2

I am brand new to Java, second day! I want generate samples with normal distribution. I am using inverse transformation.

Basically, I want to find the inverse normal cumulative distribution, then find its inverse. And generate samples.

My questions is: Is there a built-in function for inverse normal cdf? Or do I have to hand code?

I have seen people refer to this on apache commons. Is this a built-in? Or do I have to download it?

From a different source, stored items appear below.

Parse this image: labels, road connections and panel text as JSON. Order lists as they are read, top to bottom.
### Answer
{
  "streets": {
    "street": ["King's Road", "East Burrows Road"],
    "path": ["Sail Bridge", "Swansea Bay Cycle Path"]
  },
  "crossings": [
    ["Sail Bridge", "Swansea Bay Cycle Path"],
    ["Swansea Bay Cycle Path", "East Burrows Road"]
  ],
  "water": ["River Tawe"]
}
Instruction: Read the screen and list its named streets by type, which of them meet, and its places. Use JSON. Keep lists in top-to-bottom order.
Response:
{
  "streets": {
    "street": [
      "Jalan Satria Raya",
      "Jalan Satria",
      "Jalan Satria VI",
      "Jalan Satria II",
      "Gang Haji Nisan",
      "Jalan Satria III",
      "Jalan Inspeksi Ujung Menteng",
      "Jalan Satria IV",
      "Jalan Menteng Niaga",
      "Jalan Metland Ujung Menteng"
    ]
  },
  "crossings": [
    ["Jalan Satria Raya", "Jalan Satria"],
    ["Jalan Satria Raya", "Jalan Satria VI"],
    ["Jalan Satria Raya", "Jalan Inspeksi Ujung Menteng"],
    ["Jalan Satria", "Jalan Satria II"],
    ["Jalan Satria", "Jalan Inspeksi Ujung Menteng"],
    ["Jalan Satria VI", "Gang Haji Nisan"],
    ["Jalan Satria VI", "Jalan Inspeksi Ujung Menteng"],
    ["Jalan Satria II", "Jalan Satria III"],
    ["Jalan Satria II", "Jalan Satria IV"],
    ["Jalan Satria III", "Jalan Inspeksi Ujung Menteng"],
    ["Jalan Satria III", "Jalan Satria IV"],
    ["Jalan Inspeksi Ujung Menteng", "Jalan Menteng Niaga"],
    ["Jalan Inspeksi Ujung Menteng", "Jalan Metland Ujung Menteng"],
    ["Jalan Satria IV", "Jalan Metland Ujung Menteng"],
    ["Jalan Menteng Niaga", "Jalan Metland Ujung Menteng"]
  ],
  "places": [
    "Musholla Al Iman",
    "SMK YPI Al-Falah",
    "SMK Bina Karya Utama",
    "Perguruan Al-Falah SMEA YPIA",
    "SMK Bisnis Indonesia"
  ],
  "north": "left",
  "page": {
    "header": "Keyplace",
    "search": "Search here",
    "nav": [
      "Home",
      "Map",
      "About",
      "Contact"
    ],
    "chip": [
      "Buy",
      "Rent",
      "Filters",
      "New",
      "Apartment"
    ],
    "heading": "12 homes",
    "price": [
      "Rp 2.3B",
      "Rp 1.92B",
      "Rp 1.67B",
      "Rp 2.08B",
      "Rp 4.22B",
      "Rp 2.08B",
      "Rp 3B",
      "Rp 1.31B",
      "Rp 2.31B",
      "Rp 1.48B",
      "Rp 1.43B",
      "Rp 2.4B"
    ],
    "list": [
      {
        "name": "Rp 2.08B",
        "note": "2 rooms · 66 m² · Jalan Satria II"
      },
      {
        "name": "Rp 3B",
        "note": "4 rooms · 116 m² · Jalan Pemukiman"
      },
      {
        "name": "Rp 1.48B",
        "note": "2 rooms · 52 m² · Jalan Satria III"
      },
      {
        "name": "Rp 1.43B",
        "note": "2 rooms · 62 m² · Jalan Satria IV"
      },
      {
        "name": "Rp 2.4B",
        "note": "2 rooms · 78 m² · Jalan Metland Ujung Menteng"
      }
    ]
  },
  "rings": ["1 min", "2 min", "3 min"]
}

If I have to do it myself, can you give me some tips? If I download, doesn't my prof also have to have the "package" or special file installed?

Thanks in advance!

Edit:Just found I can't use libraries, also heard there is simpler way converting normal using radian.

AHungerArtist
  • 9,332
  • 17
  • 73
  • 109
user1061210
  • 181
  • 1
  • 2
  • 9
  • As a rule of thumb, packages other than `java.*` or `javax.*` are not included in the Java runtime. – Viruzzo Feb 11 '12 at 18:47
  • got it, we need write our code to simulate samples from normal distribution with mean=10, variance=2. So, any download or packages would be bad I guess? – user1061210 Feb 11 '12 at 18:53
  • @AdelBoutros: The answers below are good, but the correct answer to use inverse transformation for normal cdf is first draw from uniform(0,1), then use the box-muller transformation formula, which are functions of sine and cosine. No package or coding needed. – user1061210 Aug 21 '12 at 22:11

4 Answers4

2

I had had the same problem and find its solution, the following code will give results for cumulative distribution function just like excel do:

 private static double erf(double x)
{
    //A&S formula 7.1.26
    double a1 = 0.254829592;
    double a2 = -0.284496736;
    double a3 = 1.421413741;
    double a4 = -1.453152027;
    double a5 = 1.061405429;
    double p = 0.3275911;
    x = Math.abs(x);
    double t = 1 / (1 + p * x);
    //Direct calculation using formula 7.1.26 is absolutely correct
    //But calculation of nth order polynomial takes O(n^2) operations
    //return 1 - (a1 * t + a2 * t * t + a3 * t * t * t + a4 * t * t * t * t + a5 * t * t * t * t * t) * Math.Exp(-1 * x * x);

    //Horner's method, takes O(n) operations for nth order polynomial
    return 1 - ((((((a5 * t + a4) * t) + a3) * t + a2) * t) + a1) * t * Math.exp(-1 * x * x);
}
public static double NORMSDIST(double z)
{
    double sign = 1;
    if (z < 0) sign = -1;

    double result=0.5 * (1.0 + sign * erf(Math.abs(z)/Math.sqrt(2)));
    return result;
}
2

As it is mentioned here:

Apache Commons - Math has what you are looking for.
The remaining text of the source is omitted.